* Exercise brief *
Write out every record below exactly as given. Leave the pictures out.

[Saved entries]
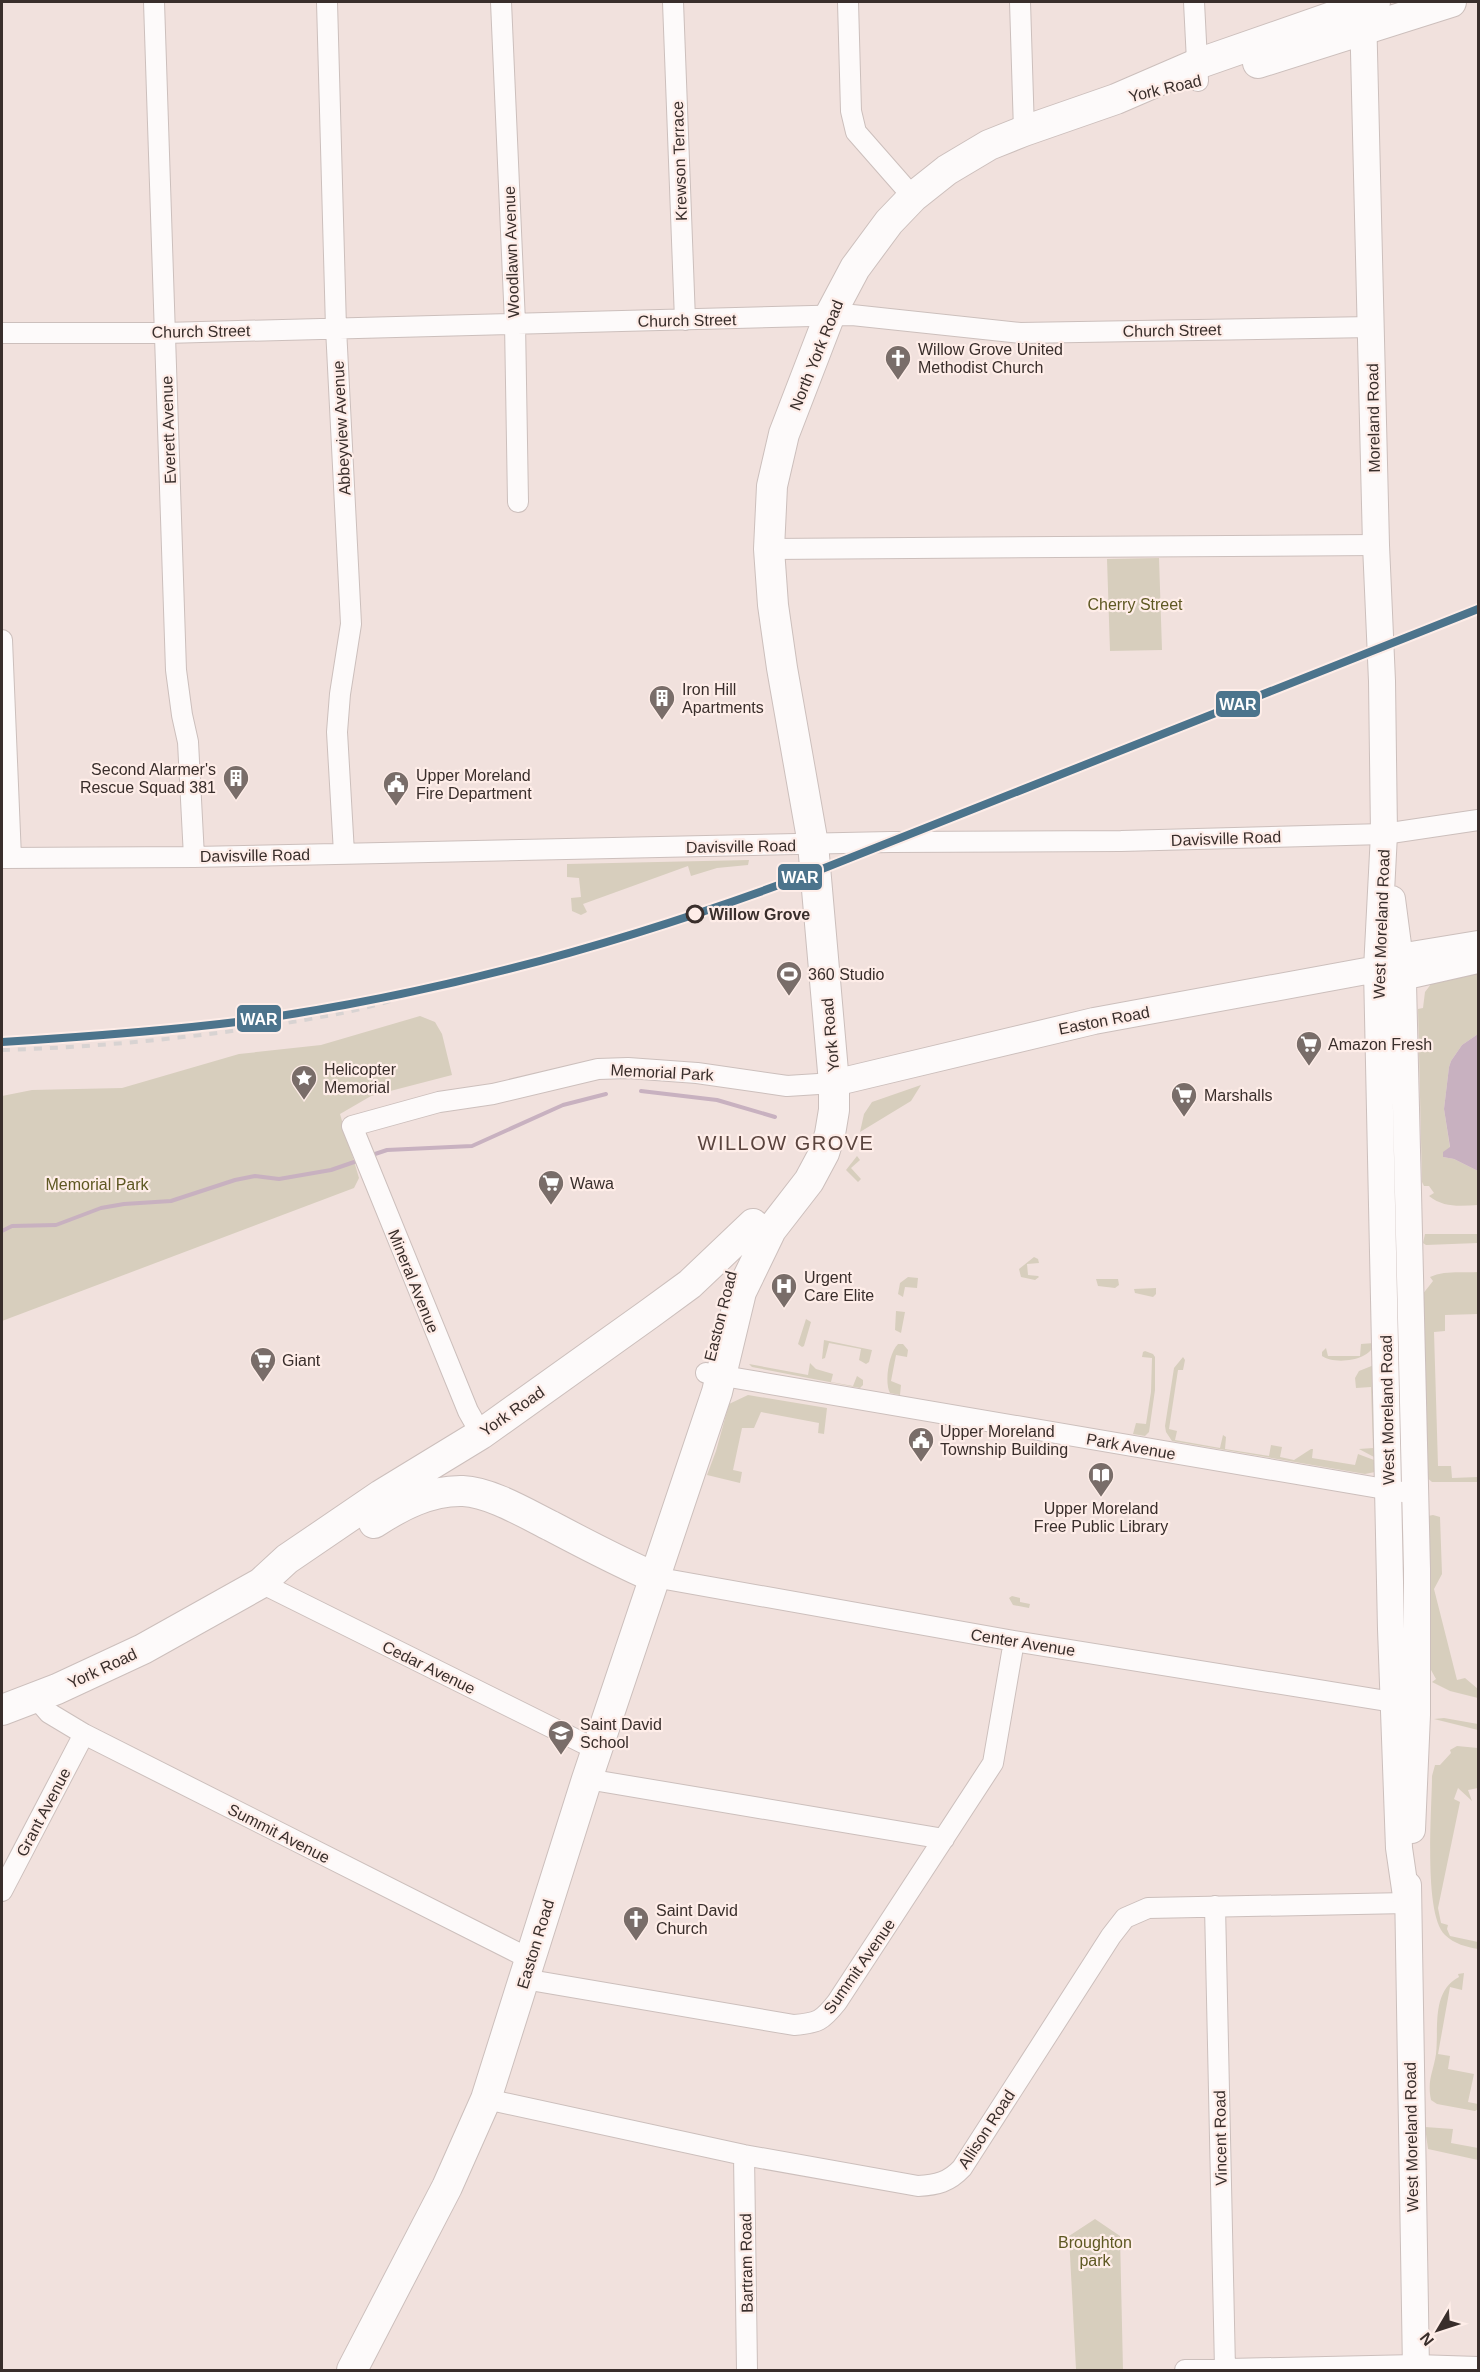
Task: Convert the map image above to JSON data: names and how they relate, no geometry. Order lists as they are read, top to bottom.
{
  "streets": {
    "highway": ["York Road", "North York Road", "Easton Road"],
    "main road": ["Moreland Road", "West Moreland Road"],
    "street": [
      "Krewson Terrace",
      "Woodlawn Avenue",
      "Church Street",
      "Abbeyview Avenue",
      "Everett Avenue",
      "Davisville Road",
      "Memorial Park",
      "Mineral Avenue",
      "Park Avenue",
      "Center Avenue",
      "Cedar Avenue",
      "Grant Avenue",
      "Summit Avenue",
      "Allison Road",
      "Vincent Road",
      "Bartram Road"
    ]
  },
  "crossings": [
    ["York Road", "North York Road"],
    ["York Road", "Moreland Road"],
    ["York Road", "Davisville Road"],
    ["York Road", "Easton Road"],
    ["York Road", "Memorial Park"],
    ["York Road", "Mineral Avenue"],
    ["York Road", "Center Avenue"],
    ["York Road", "Cedar Avenue"],
    ["York Road", "Summit Avenue"],
    ["Krewson Terrace", "Church Street"],
    ["Woodlawn Avenue", "Church Street"],
    ["Church Street", "North York Road"],
    ["Church Street", "Moreland Road"],
    ["Church Street", "Abbeyview Avenue"],
    ["Church Street", "Everett Avenue"],
    ["North York Road", "Davisville Road"],
    ["Moreland Road", "Davisville Road"],
    ["Moreland Road", "West Moreland Road"],
    ["Abbeyview Avenue", "Davisville Road"],
    ["Everett Avenue", "Davisville Road"],
    ["Davisville Road", "West Moreland Road"],
    ["West Moreland Road", "Easton Road"],
    ["West Moreland Road", "Park Avenue"],
    ["West Moreland Road", "Center Avenue"],
    ["West Moreland Road", "Allison Road"],
    ["Easton Road", "Memorial Park"],
    ["Easton Road", "Park Avenue"],
    ["Easton Road", "Center Avenue"],
    ["Easton Road", "Cedar Avenue"],
    ["Easton Road", "Summit Avenue"],
    ["Easton Road", "Allison Road"],
    ["Memorial Park", "Mineral Avenue"],
    ["Center Avenue", "Summit Avenue"],
    ["Grant Avenue", "Summit Avenue"],
    ["Allison Road", "Vincent Road"],
    ["Allison Road", "Bartram Road"]
  ],
  "districts": ["WILLOW GROVE"],
  "parks": ["Cherry Street", "Memorial Park", "Broughton park"],
  "places": {
    "church": ["Willow Grove United Methodist Church", "Saint David Church"],
    "building": ["Iron Hill Apartments", "Second Alarmer's Rescue Squad 381"],
    "public building": ["Upper Moreland Fire Department", "Upper Moreland Township Building"],
    "other": ["Willow Grove"],
    "sports": ["360 Studio"],
    "supermarket": [
      "Amazon Fresh",
      "Marshalls",
      "Wawa",
      "Giant"
    ],
    "place": ["Helicopter Memorial"],
    "hospital": ["Urgent Care Elite"],
    "library": ["Upper Moreland Free Public Library"],
    "school or university": ["Saint David School"]
  },
  "lines": ["transit line WAR"],
  "north": "bottom left"
}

* Written response *
Task: Convert the map image above to JSON data: names and how they relate, no geometry. Order lists as they are read, top to bottom.
{
  "streets": {
    "highway": ["York Road", "North York Road", "Easton Road"],
    "main road": ["Moreland Road", "West Moreland Road"],
    "street": [
      "Krewson Terrace",
      "Woodlawn Avenue",
      "Church Street",
      "Abbeyview Avenue",
      "Everett Avenue",
      "Davisville Road",
      "Memorial Park",
      "Mineral Avenue",
      "Park Avenue",
      "Center Avenue",
      "Cedar Avenue",
      "Grant Avenue",
      "Summit Avenue",
      "Allison Road",
      "Vincent Road",
      "Bartram Road"
    ]
  },
  "crossings": [
    ["York Road", "North York Road"],
    ["York Road", "Moreland Road"],
    ["York Road", "Davisville Road"],
    ["York Road", "Easton Road"],
    ["York Road", "Memorial Park"],
    ["York Road", "Mineral Avenue"],
    ["York Road", "Center Avenue"],
    ["York Road", "Cedar Avenue"],
    ["York Road", "Summit Avenue"],
    ["Krewson Terrace", "Church Street"],
    ["Woodlawn Avenue", "Church Street"],
    ["Church Street", "North York Road"],
    ["Church Street", "Moreland Road"],
    ["Church Street", "Abbeyview Avenue"],
    ["Church Street", "Everett Avenue"],
    ["North York Road", "Davisville Road"],
    ["Moreland Road", "Davisville Road"],
    ["Moreland Road", "West Moreland Road"],
    ["Abbeyview Avenue", "Davisville Road"],
    ["Everett Avenue", "Davisville Road"],
    ["Davisville Road", "West Moreland Road"],
    ["West Moreland Road", "Easton Road"],
    ["West Moreland Road", "Park Avenue"],
    ["West Moreland Road", "Center Avenue"],
    ["West Moreland Road", "Allison Road"],
    ["Easton Road", "Memorial Park"],
    ["Easton Road", "Park Avenue"],
    ["Easton Road", "Center Avenue"],
    ["Easton Road", "Cedar Avenue"],
    ["Easton Road", "Summit Avenue"],
    ["Easton Road", "Allison Road"],
    ["Memorial Park", "Mineral Avenue"],
    ["Center Avenue", "Summit Avenue"],
    ["Grant Avenue", "Summit Avenue"],
    ["Allison Road", "Vincent Road"],
    ["Allison Road", "Bartram Road"]
  ],
  "districts": ["WILLOW GROVE"],
  "parks": ["Cherry Street", "Memorial Park", "Broughton park"],
  "places": {
    "church": ["Willow Grove United Methodist Church", "Saint David Church"],
    "building": ["Iron Hill Apartments", "Second Alarmer's Rescue Squad 381"],
    "public building": ["Upper Moreland Fire Department", "Upper Moreland Township Building"],
    "other": ["Willow Grove"],
    "sports": ["360 Studio"],
    "supermarket": [
      "Amazon Fresh",
      "Marshalls",
      "Wawa",
      "Giant"
    ],
    "place": ["Helicopter Memorial"],
    "hospital": ["Urgent Care Elite"],
    "library": ["Upper Moreland Free Public Library"],
    "school or university": ["Saint David School"]
  },
  "lines": ["transit line WAR"],
  "north": "bottom left"
}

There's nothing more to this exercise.